To evaluate the practical applications of the described fluorescence method, we spiked pineapple drink and tobacco solution samples with HDMF. HDMF cannot be detected in blank cigarettes and beverages. The recovery results are listed in

Table 1. Recovery analysis of HDMF in beverage and cigarette.

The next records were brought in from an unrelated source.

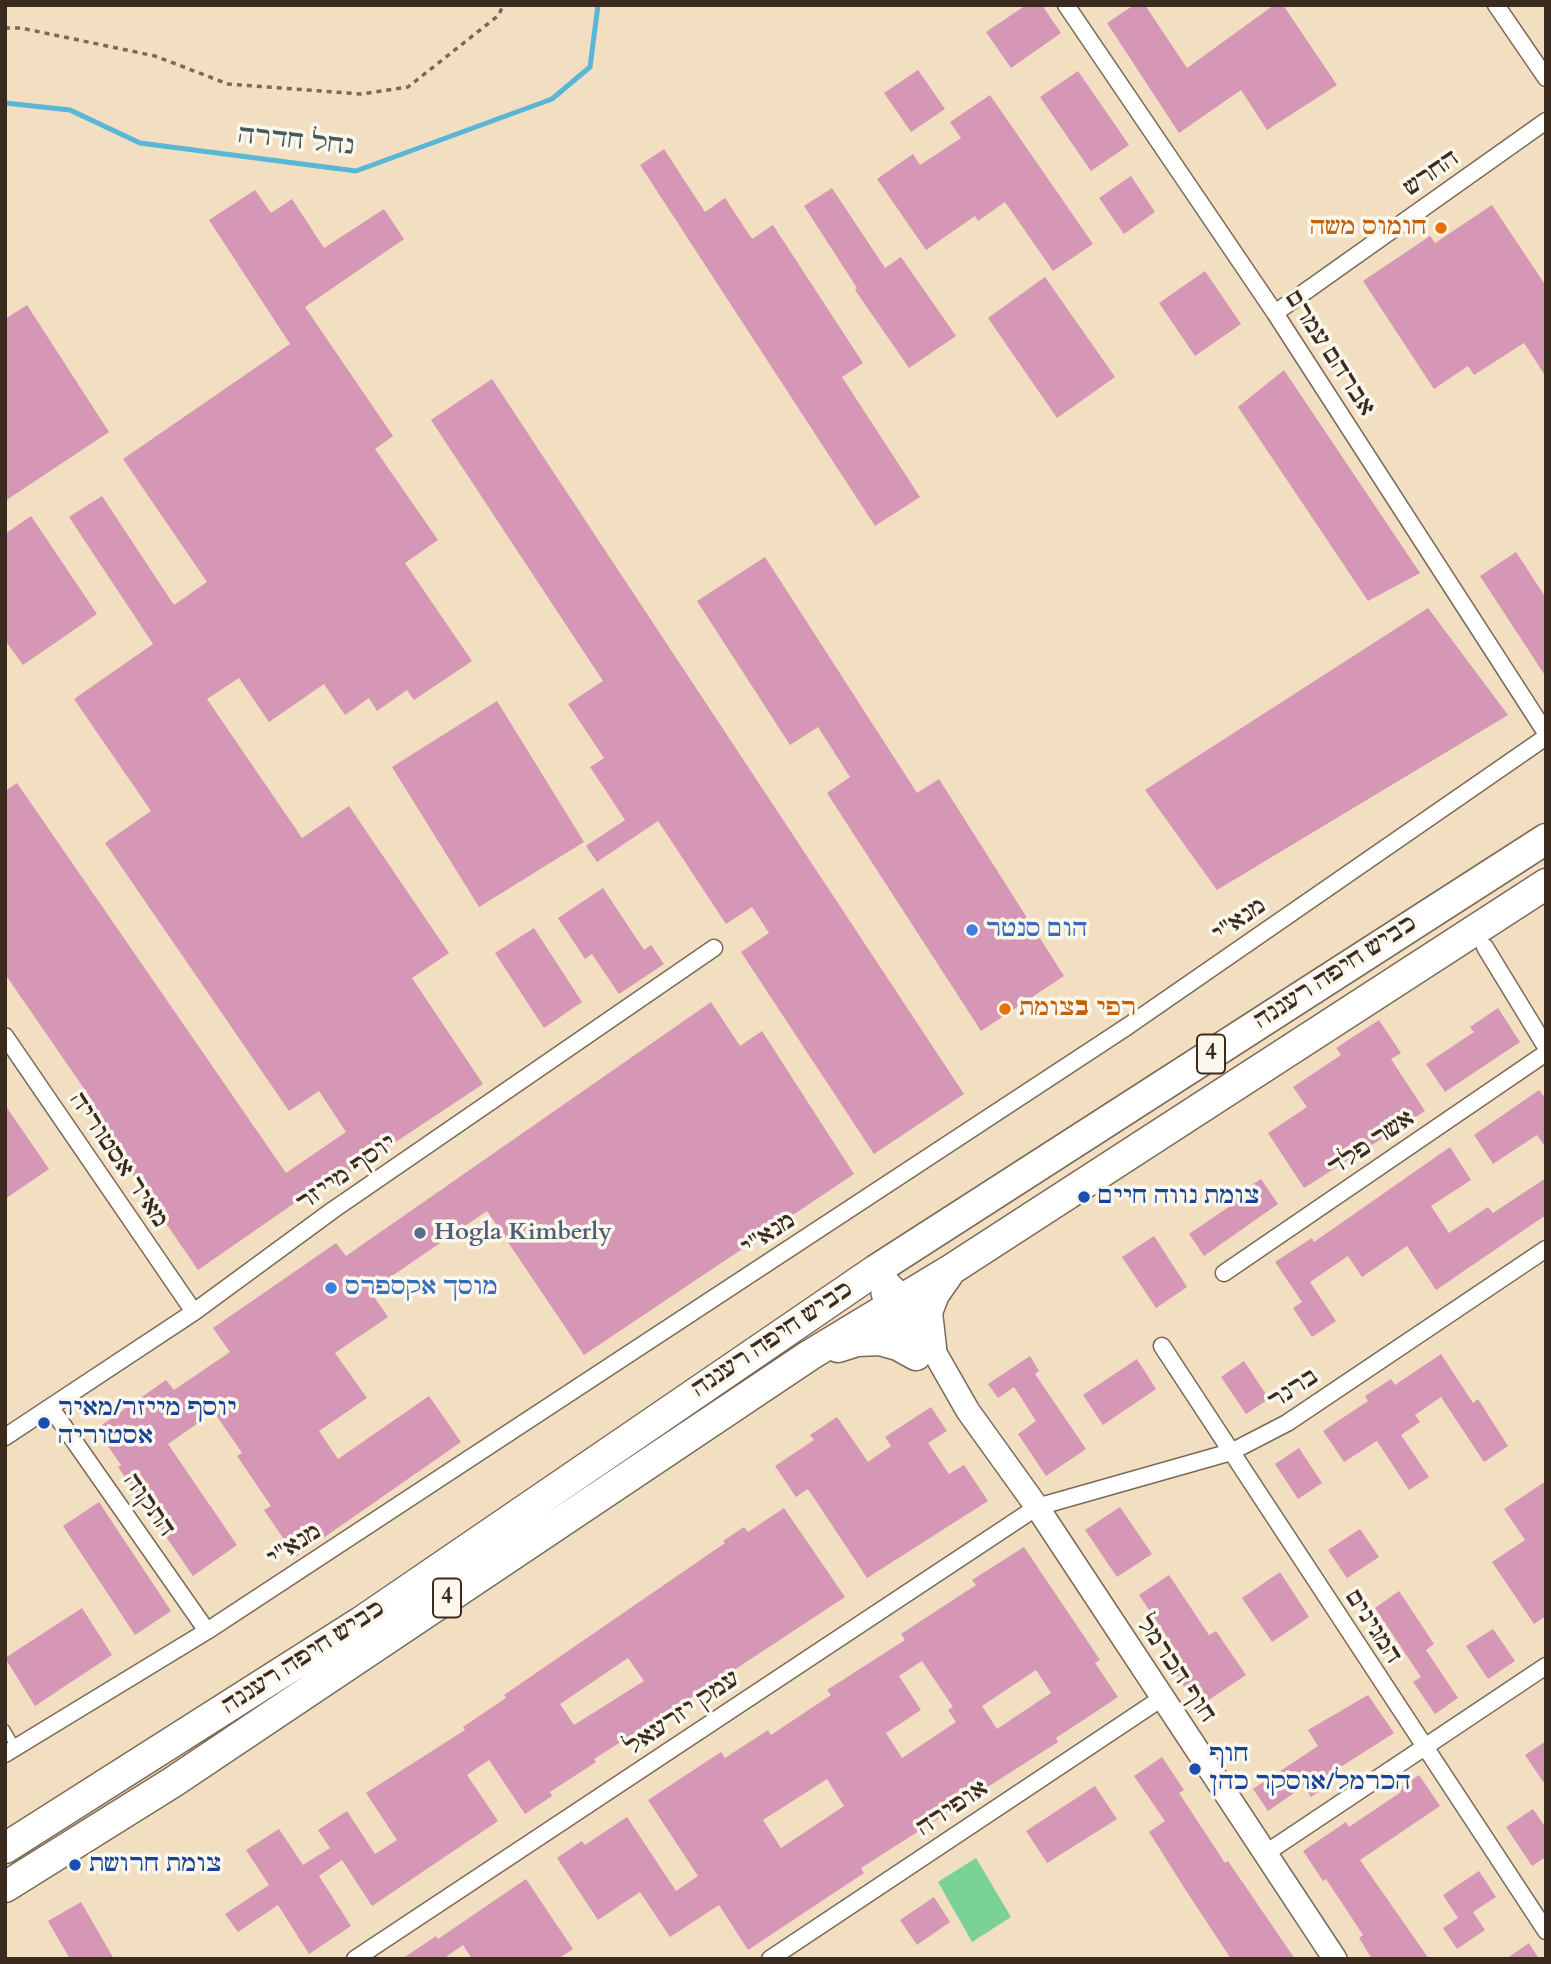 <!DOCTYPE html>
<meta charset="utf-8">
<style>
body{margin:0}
#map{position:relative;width:1551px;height:1964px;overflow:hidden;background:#f2dfc1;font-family:Cardo,serif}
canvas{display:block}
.frame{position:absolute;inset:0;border:7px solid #3b2a1e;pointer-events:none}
</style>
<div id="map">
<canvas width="1551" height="1964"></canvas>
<div class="frame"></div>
</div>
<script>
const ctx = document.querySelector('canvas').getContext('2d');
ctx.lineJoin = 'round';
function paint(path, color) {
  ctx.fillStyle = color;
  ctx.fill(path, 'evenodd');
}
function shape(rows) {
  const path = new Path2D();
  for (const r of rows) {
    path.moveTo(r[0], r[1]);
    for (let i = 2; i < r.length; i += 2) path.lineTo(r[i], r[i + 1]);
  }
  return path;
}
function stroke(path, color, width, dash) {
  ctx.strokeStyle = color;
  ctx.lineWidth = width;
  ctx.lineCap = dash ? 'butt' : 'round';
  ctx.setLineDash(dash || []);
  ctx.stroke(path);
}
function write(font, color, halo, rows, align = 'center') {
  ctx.font = font + ' Cardo,"Frank Ruhl Libre",serif';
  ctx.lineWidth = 7;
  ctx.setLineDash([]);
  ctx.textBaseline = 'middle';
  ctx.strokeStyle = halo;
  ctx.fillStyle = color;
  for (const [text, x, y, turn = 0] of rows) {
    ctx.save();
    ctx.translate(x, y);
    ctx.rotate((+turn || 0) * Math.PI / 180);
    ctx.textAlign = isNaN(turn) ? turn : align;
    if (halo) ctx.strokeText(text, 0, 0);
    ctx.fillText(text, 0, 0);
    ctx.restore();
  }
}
paint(shape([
 [976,1858,1011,1917,972,1942,938,1882]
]), '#7ad196');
stroke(shape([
 [5,103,70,110,140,143,356,171,552,99,590,67,598,5]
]), '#58b6d6', 5);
paint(shape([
 [1026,5,1042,5,1061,33,1011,68,986,32],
 [1134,5,1145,5,1187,68,1274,5,1283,5,1337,85,1267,130,1241,90,1179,133,1107,23],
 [918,70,945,109,911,132,884,93],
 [1078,71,1129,145,1091,171,1040,97],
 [990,95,1093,244,1053,271,1005,202,978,221,975,216,926,250,877,179,913,154,920,165,961,138,950,122],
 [664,149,705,212,725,198,752,239,773,225,863,363,842,377,920,497,875,526,640,165],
 [1131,176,1155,212,1124,234,1099,198],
 [832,188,885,268,901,257,956,336,909,368,855,290,857,288,804,206],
 [255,190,271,213,292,199,324,248,384,209,404,239,305,307,393,436,375,449,438,540,405,563,472,661,414,700,407,690,377,711,369,698,345,715,324,684,269,722,239,678,207,699,302,838,349,806,449,953,412,978,483,1084,325,1189,322,1184,198,1270,87,1108,94,1103,5,974,5,791,17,783,286,1173,346,1132,319,1091,289,1111,105,843,151,811,74,699,153,644,69,517,102,496,174,605,207,582,123,459,290,344,209,220],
 [1492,205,1546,286,1546,377,1524,343,1474,375,1468,366,1434,389,1363,281,1430,236,1435,243],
 [1205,271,1241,324,1195,356,1159,303],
 [1045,277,1115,377,1057,418,988,318],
 [27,305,109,432,5,501,5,319],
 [1284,370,1420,573,1368,601,1238,407],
 [492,379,964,1094,874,1154,741,952,769,933,752,907,726,924,658,821,597,862,586,846,625,820,590,767,604,758,568,704,603,681,431,420],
 [31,516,97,614,23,665,5,640,5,534],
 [1516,552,1546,598,1546,677,1480,576],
 [765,557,917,793,939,779,1064,976,981,1031,827,793,850,777,818,727,790,745,697,601],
 [1428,608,1508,715,1217,890,1145,790],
 [497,701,584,842,479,907,392,767],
 [603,888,644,950,651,945,664,964,619,994,592,954,585,959,558,918],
 [534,928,582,1002,544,1028,495,953],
 [711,1002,740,1046,762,1031,854,1174,584,1355,487,1211,370,1291,388,1317,335,1353,367,1398,319,1431,338,1459,429,1396,461,1442,296,1557,264,1510,271,1506,237,1456,242,1453,214,1412,168,1444,237,1545,193,1576,118,1467,121,1465,96,1429,166,1380,174,1390,230,1352,213,1328,297,1270,336,1243,346,1256],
 [1498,1008,1520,1042,1445,1092,1426,1064,1474,1032,1470,1027],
 [1379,1020,1401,1053,1391,1059,1425,1111,1304,1188,1268,1133,1307,1107,1293,1087,1341,1055,1336,1048],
 [1539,1090,1546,1099,1546,1148,1537,1135,1493,1164,1474,1135],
 [5,1105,49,1169,5,1199],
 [1450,1147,1471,1180,1431,1206,1449,1233,1488,1207,1493,1213,1546,1178,1546,1215,1436,1290,1407,1246,1362,1277,1348,1256,1310,1282,1336,1321,1312,1337,1293,1308,1302,1302,1275,1262,1312,1238,1314,1242],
 [1261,1179,1278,1204,1204,1256,1189,1234,1233,1204,1230,1199],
 [1154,1236,1187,1287,1156,1308,1122,1257],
 [1441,1354,1473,1403,1478,1399,1508,1446,1484,1462,1441,1397,1415,1415,1420,1422,1401,1435,1429,1477,1409,1490,1377,1441,1344,1462,1323,1431,1368,1401,1365,1396,1391,1379,1395,1385],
 [1030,1356,1039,1371,1035,1374,1086,1449,1046,1476,1018,1434,1036,1421,1014,1387,998,1398,988,1384],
 [1137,1359,1156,1389,1103,1425,1083,1395],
 [1244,1361,1269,1399,1246,1414,1221,1377],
 [931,1407,947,1431,928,1443,949,1474,964,1465,988,1501,867,1578,808,1489,796,1497,775,1466,814,1440,810,1435,837,1417,868,1462,891,1446,885,1437],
 [1299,1448,1322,1483,1298,1499,1275,1464],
 [1546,1481,1546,1616,1534,1624,1492,1562,1525,1540,1504,1509],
 [99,1502,171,1611,135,1635,63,1526],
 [1120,1507,1152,1554,1117,1577,1085,1530],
 [784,1508,845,1597,731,1672,735,1677,707,1696,703,1690,594,1759,596,1762,550,1792,552,1796,525,1814,489,1760,467,1775,498,1821,372,1906,342,1860,319,1876,351,1926,309,1954,278,1905,238,1932,225,1914,269,1885,246,1850,279,1829,303,1865,330,1848,318,1830,347,1811,375,1854,397,1840,366,1793,465,1730,463,1727,506,1698,504,1695,725,1543,723,1541,744,1527,748,1532],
 [628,1658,644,1681,574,1725,560,1704],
 [1360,1529,1379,1557,1347,1578,1328,1550],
 [1024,1547,1100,1660,1095,1663,1118,1697,1056,1738,1058,1742,861,1868,864,1873,748,1950,719,1905,670,1937,640,1892,598,1920,557,1858,582,1841,585,1845,627,1817,676,1891,698,1876,648,1800,721,1752,725,1758,768,1730,771,1735,831,1695,827,1690,905,1640,901,1634,976,1585,972,1580],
 [922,1661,953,1707,948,1710,956,1722,902,1758,886,1733,921,1710,899,1676],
 [1036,1670,1051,1693,997,1729,982,1706],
 [827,1779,844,1806,781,1848,763,1820],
 [1280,1572,1309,1617,1272,1642,1242,1598],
 [1169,1575,1209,1635,1216,1631,1246,1675,1198,1707,1168,1663,1179,1655,1139,1595],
 [1399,1591,1434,1644,1426,1650,1458,1698,1435,1714,1413,1682,1421,1677,1375,1608],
 [82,1608,112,1655,35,1706,5,1658],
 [1493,1629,1515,1661,1488,1679,1466,1646],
 [1368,1695,1394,1733,1325,1777,1330,1784,1311,1797,1304,1786,1268,1811,1253,1789,1318,1746,1308,1730],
 [1546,1741,1546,1786,1525,1755],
 [1162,1757,1184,1790,1179,1793,1225,1863,1228,1861,1295,1959,1231,1959,1185,1889,1149,1832,1165,1821,1134,1776],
 [1419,1775,1440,1806,1360,1860,1429,1959,1372,1959,1359,1938,1363,1935,1326,1879,1323,1881,1303,1851,1346,1822,1349,1827,1401,1792,1398,1789],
 [1095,1786,1117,1819,1047,1863,1026,1831],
 [1533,1809,1546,1828,1546,1857,1532,1866,1506,1827],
 [1479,1871,1496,1897,1473,1912,1485,1930,1457,1949,1443,1928,1458,1918,1443,1895],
 [526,1879,573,1949,558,1959,472,1959,463,1945,443,1959,402,1959,436,1936,438,1939],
 [934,1897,950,1922,917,1945,900,1920],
 [81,1902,114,1959,70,1959,48,1921],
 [1529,1943,1539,1959,1506,1959]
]), '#d597b5');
const lane = shape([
 [5,1729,16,1748]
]);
const street = shape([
 [1066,5,1275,313,1546,733],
 [1496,5,1546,78],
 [1275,313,1546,121],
 [1485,947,1546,1047],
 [5,1036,194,1312],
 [1224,1273,1546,1053],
 [1162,1346,1546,1931],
 [51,1408,207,1631],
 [5,1437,194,1312,333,1210,714,948],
 [5,1754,207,1631,1128,1026,1546,737],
 [1266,1853,1546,1666],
 [355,1959,1037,1507,1231,1452,1287,1423,1546,1249],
 [770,1959,1162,1698]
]);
const secondary = shape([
 [876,1270,904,1299,968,1411,1037,1507,1335,1959],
 [883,1293,888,1308,916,1355]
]);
const highway = shape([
 [838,1347,857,1341,880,1340,898,1345,916,1355],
 [931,1348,927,1312,934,1294,948,1274],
 [5,1848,361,1622,876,1270,1546,839],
 [5,1887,173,1782,810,1355,952,1269,1546,884]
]);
stroke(lane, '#7b6957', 11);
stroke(street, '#7b6957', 19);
stroke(secondary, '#7b6957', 26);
stroke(highway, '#7b6957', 33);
stroke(shape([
 [5,28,21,28,155,56,228,84,361,94,408,87,499,15,503,5]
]), '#7b6957', 3.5, [5, 5]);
stroke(lane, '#fff', 8);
stroke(street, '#fff', 16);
stroke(secondary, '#fff', 23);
stroke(highway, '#fff', 30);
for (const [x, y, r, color] of [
 [1441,228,7,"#e8710a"],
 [972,930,7,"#3f7fe0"],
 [1005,1009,7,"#e8710a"],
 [1084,1197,7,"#1a4fb4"],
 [420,1233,7,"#5c6f8a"],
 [331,1288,7,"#3f7fe0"],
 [44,1423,7,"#1a4fb4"],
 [1195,1769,7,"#1a4fb4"],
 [75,1865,7,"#1a4fb4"]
]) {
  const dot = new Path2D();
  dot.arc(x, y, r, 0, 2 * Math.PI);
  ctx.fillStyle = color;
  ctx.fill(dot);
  stroke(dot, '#fbf7ec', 2.5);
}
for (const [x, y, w] of [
 [1211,1054,28],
 [447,1598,28]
]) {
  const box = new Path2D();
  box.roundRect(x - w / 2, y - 19.5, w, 39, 5);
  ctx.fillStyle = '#fbf7ec';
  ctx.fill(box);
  stroke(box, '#3b2a1e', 2);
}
write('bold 23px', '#3b2a1e', null, [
 ["4",1211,1054],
 ["4",447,1598]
]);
write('24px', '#3b2a1e', '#fbf7ec', [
 ["החרש",1432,174,-35],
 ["אברהם עמרם",1329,354,57],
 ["מנא\"י",1240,921,-35],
 ["כביש חיפה רעננה",1336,973,-33],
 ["אשר פלד",1372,1144,-34],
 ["מאיר אסטוריה",118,1161,56],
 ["יוסף מייזר",347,1174,-35],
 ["מנא\"י",769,1235,-33],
 ["כביש חיפה רעננה",773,1340,-34],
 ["ברנר",1294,1390,-33],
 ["התקוה",148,1506,55],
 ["מנא\"י",295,1546,-33],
 ["המגינים",1372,1627,57],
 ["כביש חיפה רעננה",304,1658,-33],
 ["חוף הכרמל",1175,1670,56],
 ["עמק יזרעאל",683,1714,-34],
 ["אופירה",953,1809,-34]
]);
write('bold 24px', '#c56008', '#fbf7ec', [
 ["חומוס משה",1427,228],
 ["רפי בצומת",1019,1009,"left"]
], 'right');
write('bold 24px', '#366cbe', '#fbf7ec', [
 ["הום סנטר",986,930],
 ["מוסך אקספרס",345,1288]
], 'left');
write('bold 24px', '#164399', '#fbf7ec', [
 ["צומת נווה חיים",1098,1197],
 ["יוסף מייזר/מאיר",58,1409],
 ["אסטוריה",58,1437],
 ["חוף",1209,1755],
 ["הכרמל/אוסקר כהן",1209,1783],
 ["צומת חרושת",89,1865]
], 'left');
write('bold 24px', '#4e5e75', '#fbf7ec', [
 ["Hogla Kimberly",434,1233]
], 'left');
write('italic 26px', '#455b5e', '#fbf7ec', [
 ["נחל חדרה",296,142,6]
]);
</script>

Samples	Found (M)	Added (M)	Found (M)	Recovery (%)	RSD (%)
Beverage	Not found	5 × 10−7	4.93 × 10−7	98.7	6.6
		5 × 10−6	5.53 × 10−6	110.6	5.6
		5 × 10−5	4.56 × 10−5	91.2	5.5
Cigarette	Not found	5 × 10−7	4.96 × 10−7	99.1	7.0
		5 × 10−6	4.69 × 10−6	93.9	3.2
		5 × 10−5	5.23 × 10−5	104.6	7.9

. The average recoveries of pineapple drink and tobacco samples were 91.2%~110.6% and 93.9%~104.6%, respectively. The corresponding relative standard deviations (RSDs) were less than 6.6% and 7.9%, respectively. These results indicate that the proposed assay has good applicability in real samples.

4. Conclusions

In summary, this study presents the first instance of constructing a fluorescence sensor for the detection of HDMF specifically. In this paper, the synthesized Fe₃O₄@Au-CD was utilized as a fluorescence quencher for HDMF detection. When R6G entered the cavities of SH-β-CD, its fluorescence was effectively quenched by Fe₃O₄@Au-CD through FRET. However, in the presence of the target compound HDMF, it displaced R6G to occupy the β-CD cavities. As the concentration of HDMF increased, more R6G molecules were replaced, resulting in enhanced fluorescence intensity. A strong linear correlation was observed between fluorescence intensity and the logarithmic value of HDMF concentration within a range from 5 × 10⁻⁷ M to 10⁻⁴ M, with a LOD of 198.9 nM. This method is believed to detect HDMF in practical environments if further optimized, including additional tests for selectivity and repeatability across more batches. This straightforward and susceptible fluorescence detection method holds significant potential for application in food flavor evaluation.